99. Kent and Fuller Cabinets
Muscle Shoals, AL

'96: $930,000
'97: $957,000
Sales '97: +2.9%
Projected '98: +4-5%
Est. 1973 Employees: 13

Custom-built cabinets, solid surface tops, mouldings

Although this year's Wood 100 shows many companies worried about finding or retaining skilled woodworkers, Kent and Fuller isn't among them. "We have low turnover and don't spend a lot of time training people," said owner Roger Fuller. "Most of our workers have been here eight years or more and know what to do." Among the company's new purchases is a new kiln.

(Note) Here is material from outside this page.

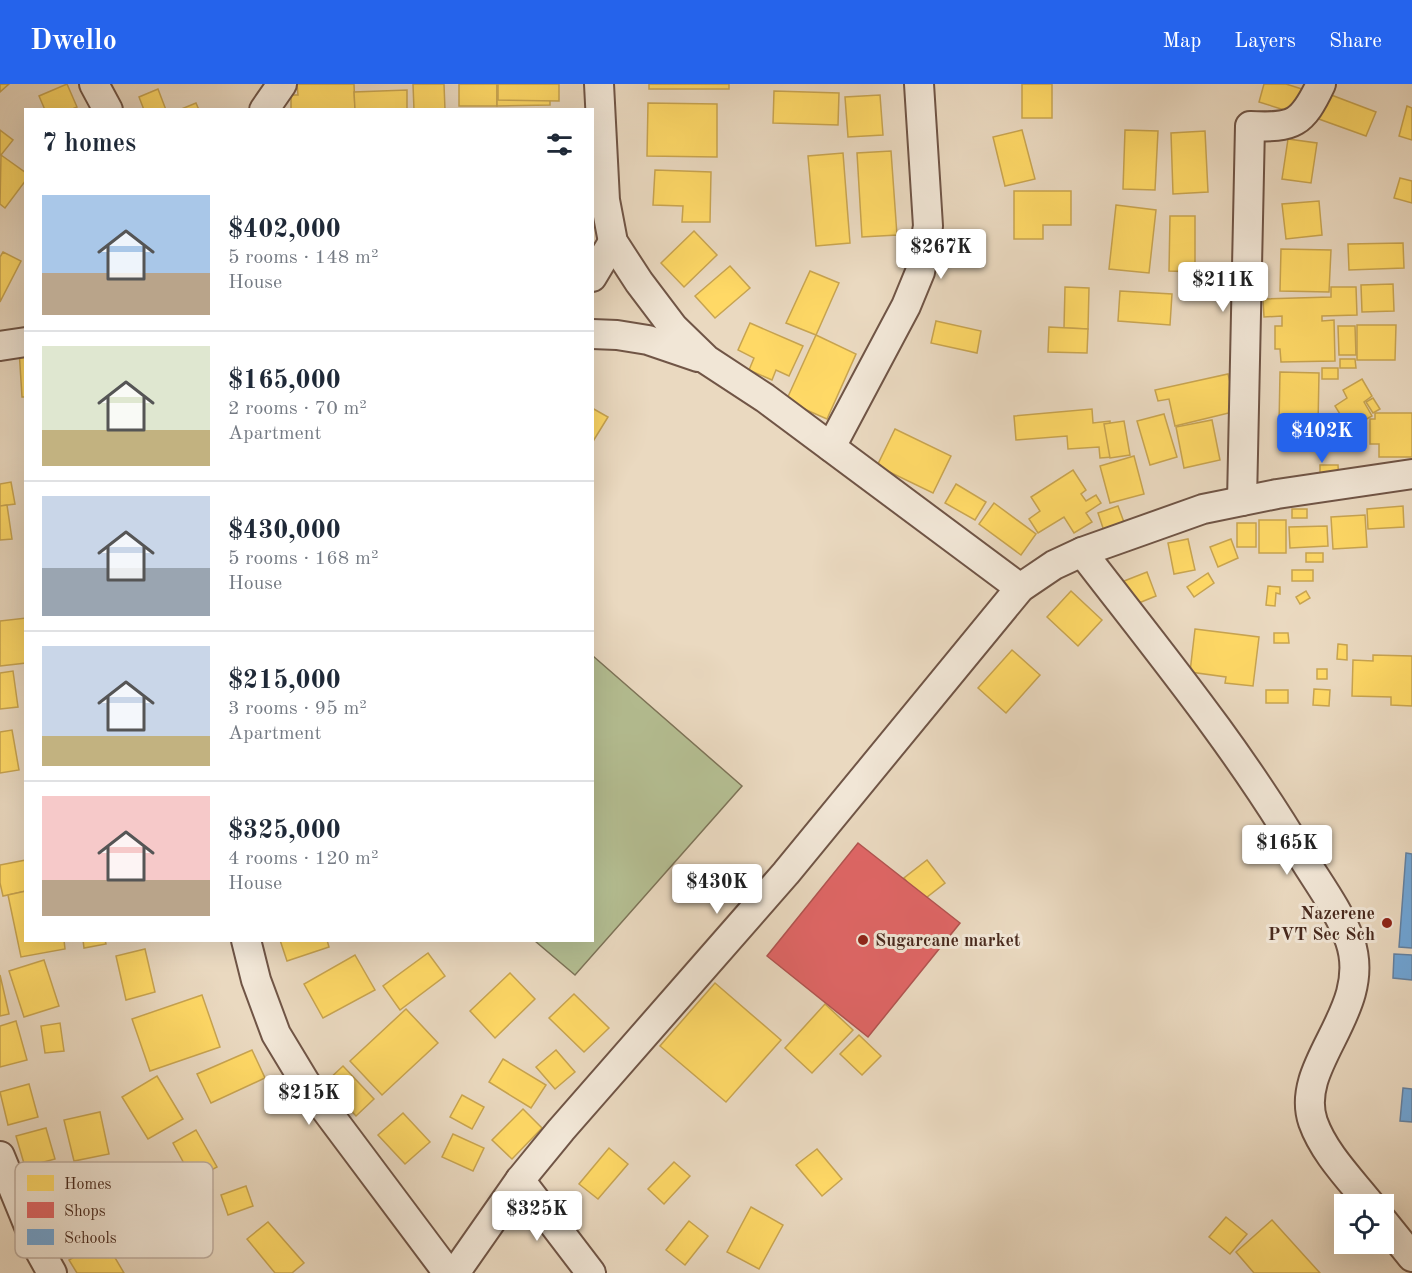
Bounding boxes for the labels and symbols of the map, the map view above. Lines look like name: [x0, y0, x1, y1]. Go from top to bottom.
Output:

100. Janik Custom Millwork
Hodgkins, IL

'96: $365,000
'97: $375,000
Sales '97: +2.7%
Projected '98: +5-7%
Est. 1987 Employees: 7

Custom mouldings, cabinets, doors and windows

Janik Custom Millwork's sales have grown over the past two years without the addition of any new machinery. Instead, the company concentrates on customer satisfaction, which generates repeat business, according to company vice president Ed Janik.